Thomas Jolly © Anthony Dorfmann
On remercie Thomas Jolly ne pas avoir éprouvé le besoin de faire les pieds au mur, et d’avoir su monter ce Roméo et Juliette sans s’embarrasser de flashbacks à l’hospice ou de transferts psychanalytiques. Même si la grande structure tournante qui emprunte à l’escalier de l’Opéra Garnier paraît d’abord un peu biscornue, Bruno de Lavenère livre un décor efficace qui permet de fort beaux effets, notamment quand les costumes noir-blanc-rouge de Sylvette Dequest rendent un superbe hommage à la fameuse scène colorisée du Fantôme de l’Opéra dans la version de 1925. Les éclairages de Benjamin Travert, fidèle collaborateur de Thomas Jolly, exploitent parfaitement le lieu, y compris la salle. Les chorégraphies de Josépha Madoki convoquent le spectre de Robert le Diable pour la vision du tombeau qu’a Juliette au moment de boire le poison, une douzaine de mariées pétrifiées y étant soudain prise de frénésie (le ballet du quatrième acte étant ici donné, alors qu’il est régulièrement coupé dans Faust).
© Vincent Pontet - OnP
Outre des combats admirablement réglés, on admire aussi dans cette production l’évocation de scènes imaginaires : l’apparition féerique de la reine Mab, la fausse mort de Juliette dépeinte par Frère Laurent… Et peu importe que la peste, annoncée par le metteur en scène comme un de ses fils directeurs, ne soit plus mentionnée après l’ouverture.
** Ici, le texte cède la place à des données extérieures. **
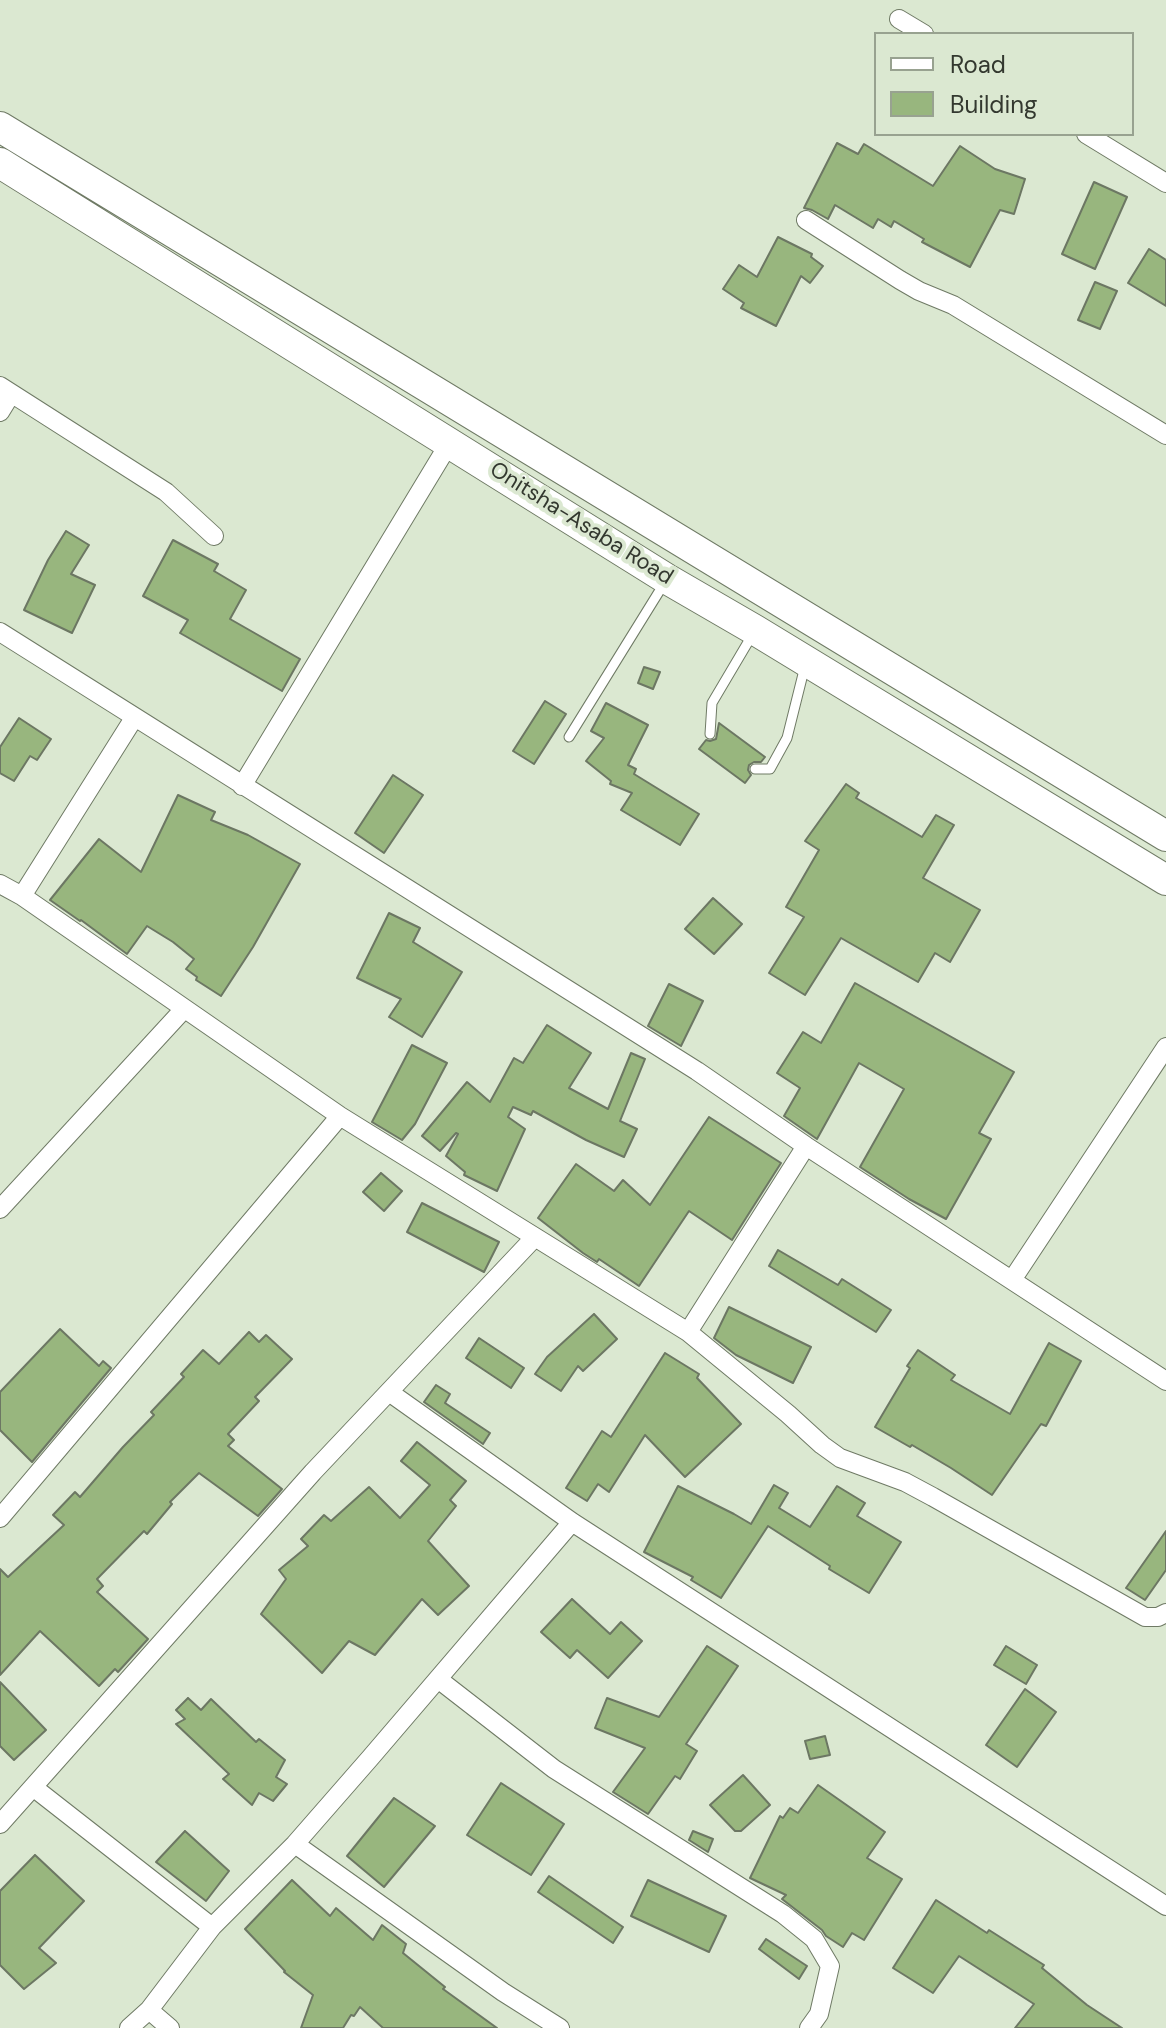 <!DOCTYPE html>
<html>
<head>
<meta charset="utf-8">
<style>
	body { margin:0 }
	#map { position:relative; width:1166px; height:2028px; overflow:hidden; background:#dbe8d1; font-family:"DM Sans",sans-serif }
	canvas { display:block }
	.legend { position:absolute; left:874px; top:32px; width:260px; height:104px; box-sizing:border-box; background:#dbe8d1; border:2px solid #98a290; margin:0; padding:10px 14px; list-style:none; font-size:24px; color:#33382f }
	.legend li { display:flex; align-items:center; gap:16px; height:40px }
	.legend b { width:40px; border:2px solid #98a290 }
</style>
</head>
<body>
<div id="map">
<canvas width="1166" height="2028"></canvas>
<ul class="legend">
<li><b style="height:10px;background:#fff"></b>Road</li>
<li><b style="height:22px;background:#98b67e"></b>Building</li>
</ul>
</div>
<script>
const ctx = document.querySelector('canvas').getContext('2d');
ctx.lineJoin = 'round';
function paint(path, color) { ctx.fillStyle = color; ctx.fill(path, 'evenodd'); }
const poly = rows => new Path2D(rows.map(r => 'M' + r).join(''));
function stroke(path, color, width, dash) { ctx.strokeStyle = color; ctx.lineWidth = width; ctx.lineCap = dash ? 'butt' : 'round'; ctx.setLineDash(dash || []); ctx.stroke(path); }
function label(font, color, halo, rows, align = 'center') {
  ctx.font = font + ' "DM Sans",sans-serif'; ctx.lineWidth = 8; ctx.setLineDash([]); ctx.textBaseline = 'middle'; ctx.strokeStyle = halo; ctx.fillStyle = color; for (const [text, x, y, turn = 0] of rows) {
    ctx.save(); ctx.translate(x, y); ctx.rotate((+turn || 0) * Math.PI / 180); ctx.textAlign = isNaN(turn) ? turn : align; if (halo) ctx.strokeText(text, 0, 0); ctx.fillText(text, 0, 0); ctx.restore();
  }
}
const building = poly([
	[837,143,858,154,864,144,933,186,960,146,995,169,1025,179,1014,214,1000,210,970,267,922,242,924,239,894,221,891,227,878,219,873,228,835,205,828,219,812,210,804,208,837,143],
	[1094,182,1127,197,1095,269,1062,254,1094,182],
	[778,237,812,254,811,257,823,266,810,283,801,276,776,326,741,308,744,303,723,289,739,265,757,277,778,237],
	[1149,249,1166,260,1166,306,1128,283,1149,249],
	[1095,282,1117,291,1100,329,1078,320,1095,282],
	[66,531,89,545,71,574,95,585,72,633,24,610,48,560,66,531],
	[173,540,218,564,214,571,246,590,230,619,300,659,282,691,180,633,188,620,143,596,173,540],
	[644,667,660,672,653,689,638,683,644,667],
	[545,701,566,714,534,764,513,751,545,701],
	[606,703,648,725,628,765,636,769,634,774,699,814,680,845,621,810,632,793,610,784,611,781,586,761,604,738,591,731,606,703],
	[19,718,51,739,37,760,30,756,14,781,0,773,0,747,19,718],
	[719,723,765,757,761,762,754,762,749,765,748,770,751,775,745,783,699,749,706,740,710,741,716,739,719,723],
	[393,775,423,795,384,853,355,833,393,775],
	[846,784,859,793,856,798,922,837,936,815,954,825,923,878,980,910,950,962,935,953,918,982,841,938,805,995,769,973,804,917,786,907,819,850,805,841,846,784],
	[178,795,215,812,211,820,248,835,300,864,253,947,221,996,196,980,197,977,186,969,194,959,173,942,147,926,127,954,81,920,80,921,50,900,99,839,141,872,178,795],
	[713,898,742,924,714,954,685,929,713,898],
	[389,913,420,928,413,942,462,972,422,1037,389,1017,401,999,357,978,389,913],
	[855,983,1014,1072,979,1133,991,1139,946,1219,909,1199,860,1167,904,1089,859,1063,817,1139,784,1116,800,1088,777,1073,803,1032,821,1043,855,983],
	[669,984,703,1001,681,1046,648,1026,669,984],
	[547,1025,591,1053,569,1088,608,1109,631,1053,645,1059,620,1121,637,1129,624,1157,586,1140,533,1111,531,1115,513,1107,508,1117,525,1129,497,1191,464,1175,465,1172,446,1156,458,1134,456,1133,440,1151,422,1136,467,1082,490,1102,514,1058,523,1063,547,1025],
	[412,1045,447,1063,415,1124,402,1140,372,1122,412,1045],
	[709,1117,781,1163,732,1240,689,1211,639,1286,599,1259,597,1262,583,1253,538,1218,576,1164,614,1191,623,1180,650,1205,709,1117],
	[381,1173,402,1191,384,1211,363,1192,381,1173],
	[422,1203,499,1242,484,1272,407,1232,422,1203],
	[778,1250,838,1285,842,1279,891,1310,876,1332,769,1266,778,1250],
	[729,1307,811,1347,793,1383,736,1355,714,1338,729,1307],
	[594,1314,617,1339,583,1371,578,1366,561,1391,535,1374,547,1357,594,1314],
	[60,1329,99,1366,103,1361,111,1368,32,1462,0,1430,0,1392,60,1329],
	[249,1332,259,1342,266,1335,292,1359,255,1397,259,1401,228,1434,234,1440,228,1446,282,1489,258,1516,199,1473,170,1502,172,1504,147,1534,144,1531,97,1579,103,1586,97,1592,148,1639,118,1672,115,1669,99,1686,40,1631,0,1675,0,1569,8,1577,64,1525,53,1515,75,1492,80,1497,123,1447,154,1415,151,1412,184,1377,181,1374,203,1350,219,1364,249,1332],
	[479,1338,524,1368,511,1388,466,1358,479,1338],
	[1049,1343,1081,1361,1046,1426,1041,1424,992,1495,951,1468,912,1445,910,1447,875,1427,910,1368,907,1366,918,1350,955,1375,951,1380,1010,1414,1049,1343],
	[665,1353,699,1374,697,1378,741,1424,685,1477,645,1435,609,1492,598,1484,587,1501,566,1488,602,1431,611,1437,665,1353],
	[436,1385,450,1394,445,1403,490,1433,483,1444,424,1402,436,1385],
	[417,1442,466,1481,450,1500,456,1506,428,1541,469,1586,438,1615,422,1599,375,1655,349,1641,322,1673,261,1614,286,1579,279,1570,308,1546,301,1539,324,1515,331,1521,369,1487,400,1518,430,1485,401,1461,417,1442],
	[774,1485,788,1493,779,1508,810,1527,837,1486,865,1503,857,1516,901,1542,869,1593,829,1569,830,1566,768,1526,721,1598,691,1580,693,1577,644,1552,678,1486,734,1514,751,1524,774,1485],
	[1166,1531,1166,1570,1145,1600,1126,1588,1166,1531],
	[572,1599,610,1634,621,1622,642,1641,608,1678,577,1650,570,1658,541,1632,572,1599],
	[707,1646,738,1666,686,1744,697,1751,680,1779,675,1776,648,1814,613,1792,645,1748,595,1728,607,1698,659,1717,707,1646],
	[1006,1646,1037,1665,1026,1684,994,1665,1006,1646],
	[0,1682,46,1730,14,1760,0,1746,0,1682],
	[1025,1689,1056,1712,1017,1767,986,1745,1025,1689],
	[188,1698,201,1710,211,1699,256,1742,259,1739,285,1760,276,1777,287,1784,273,1801,259,1793,252,1805,223,1779,229,1774,176,1724,185,1719,176,1710,188,1698],
	[825,1736,830,1755,810,1759,805,1741,825,1736],
	[743,1775,770,1805,741,1831,735,1831,710,1805,743,1775],
	[501,1783,564,1824,531,1875,467,1835,501,1783],
	[818,1785,885,1832,867,1858,902,1879,864,1940,852,1933,843,1947,826,1936,822,1930,782,1899,786,1895,750,1878,780,1816,783,1818,790,1808,798,1813,818,1785],
	[394,1798,435,1826,384,1887,347,1856,394,1798],
	[185,1831,229,1871,206,1901,156,1862,185,1831],
	[693,1831,713,1839,708,1852,689,1840,693,1831],
	[35,1855,84,1901,39,1948,56,1963,24,1989,0,1965,0,1891,35,1855],
	[549,1876,623,1927,613,1943,538,1892,549,1876],
	[292,1880,330,1916,336,1908,373,1940,382,1925,406,1944,403,1953,445,1987,443,1989,497,2028,383,2028,360,2007,354,2016,351,2015,343,2028,301,2028,313,1995,284,1972,285,1971,245,1929,292,1880],
	[648,1880,726,1916,709,1952,631,1916,648,1880],
	[936,1900,987,1933,989,1930,1044,1965,1042,1968,1087,2005,1122,2028,1015,2028,1034,2004,959,1956,933,1993,893,1968,936,1900],
	[766,1939,807,1966,799,1979,759,1949,766,1939]
]);
paint(building, '#98b67e');
stroke(building, '#6c7763', 2);
const service = poly([
	[710,734,712,703,754,632],
	[569,737,665,582],
	[755,769,770,769,787,738,805,666]
]);
const minor = poly([
	[899,19,924,34],
	[1086,134,1166,183],
	[806,220,900,280,919,291,953,305,1166,435],
	[0,386,166,492,214,536],
	[0,412,11,394],
	[0,632,697,1071,806,1146,1166,1381],
	[242,786,450,442],
	[0,884,22,896,340,1116,688,1332,788,1414,822,1445,840,1458,905,1482,933,1497,1145,1617,1158,1617,1166,1613],
	[22,896,134,718],
	[0,1209,184,1009],
	[1012,1280,1166,1047],
	[688,1332,806,1146],
	[389,1392,572,1522,1166,1906],
	[0,1518,340,1116],
	[438,1679,554,1769,783,1914,814,1939,830,1966,819,2014,809,2028],
	[33,1787,212,1927],
	[0,1824,313,1472,535,1237],
	[295,1844,503,1992,560,2028],
	[149,2010,170,2028],
	[129,2028,149,2010,212,1927,295,1844,371,1757,572,1522]
]);
const trunk = poly([
	[0,127,1166,836],
	[0,163,667,579,755,630,1166,880]
]);
stroke(service, '#6f7a65', 11);
stroke(minor, '#6f7a65', 20);
stroke(trunk, '#6f7a65', 32);
stroke(service, '#fff', 9);
stroke(minor, '#fff', 18);
stroke(trunk, '#fff', 30);
label('22px', '#33382f', '#dbe8d1', [
	["Onitsha-Asaba Road",581,524,32]
]);
</script>
</body>
</html>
L’Opéra de Paris peut maintenant compter sur un spectacle qui parvient à séduire l’œil et l’esprit tout en proposant du vrai théâtre, et l’on espère qu’il sera régulièrement repris.
© Vincent Pontet - OnP
Et l’on espère que les distributions à venir seront composées avec le même soin. Si l’Académie de l’Opéra de Paris fournit quelques petits rôles (Thomas Ricart, Yiorgo Ioannou), on remarque aussi le Frère Jean d’Antoine Foulon. Doublure de Ludovic Tézier pour Hamlet, Jérôme Boutillier prête tout le mordant dont il est capable à la trop brève apparition du Duc de Vérone. Aux côtés de Huw Montague Rendall, Mercutio pétillant, et de l’ardent Tybalt de Maciej Kwasnikowski, Laurent Naouri impressionne en Capulet, autant dans la joie de la fête initiale que dans la sévérité dont il fait preuve lorsqu’il impose le mariage à sa fille. Jean Teitgen confère toute l’humanité possible à Frère Laurent, même si la mise en scène se moque aimablement du côté sulpicien de son long prêche quand il unit en secret les amants. Sylvie Brunet-Grupposo donne à Gertrude le relief qu’on pouvait attendre d’elle, et Lea Desandre met le public dans sa poche avec l’air de Stéphano. Mais bien sûr, ce sont les deux protagonistes que l’on guette, confrontés qu’ils sont aux fantômes de tant d’illustres prédécesseurs : Mirella Freni et Franco Corelli, Barbara Hendricks et Neil Schicoff, pour ne citer que deux des couples qui ont hanté jadis l’Opéra de Paris.
© Vincent Pontet - OnP
Disons tout de suite que le défi est relevé haut la main par Elsa Dreisig et Benjamin Bernheim. Tous deux offrent des timbres idéalement adaptés à ce répertoire, elle en conciliant par un doux miracle la clarté juvénile des premières scènes à la personnalité affirmée dans l’air du poison, lui en restituant au héros des couleurs françaises que l’on n’avait plus entendues depuis un certain temps. La virtuosité est aussi au rendez-vous, avec une Valse tout à fait maîtrisée pour Juliette (et très habilement chorégraphiée), des aigus généreux pour Roméo, dont on s’aperçoit une fois de plus que c’est un rôle bien plus éprouvant que celui de Faust.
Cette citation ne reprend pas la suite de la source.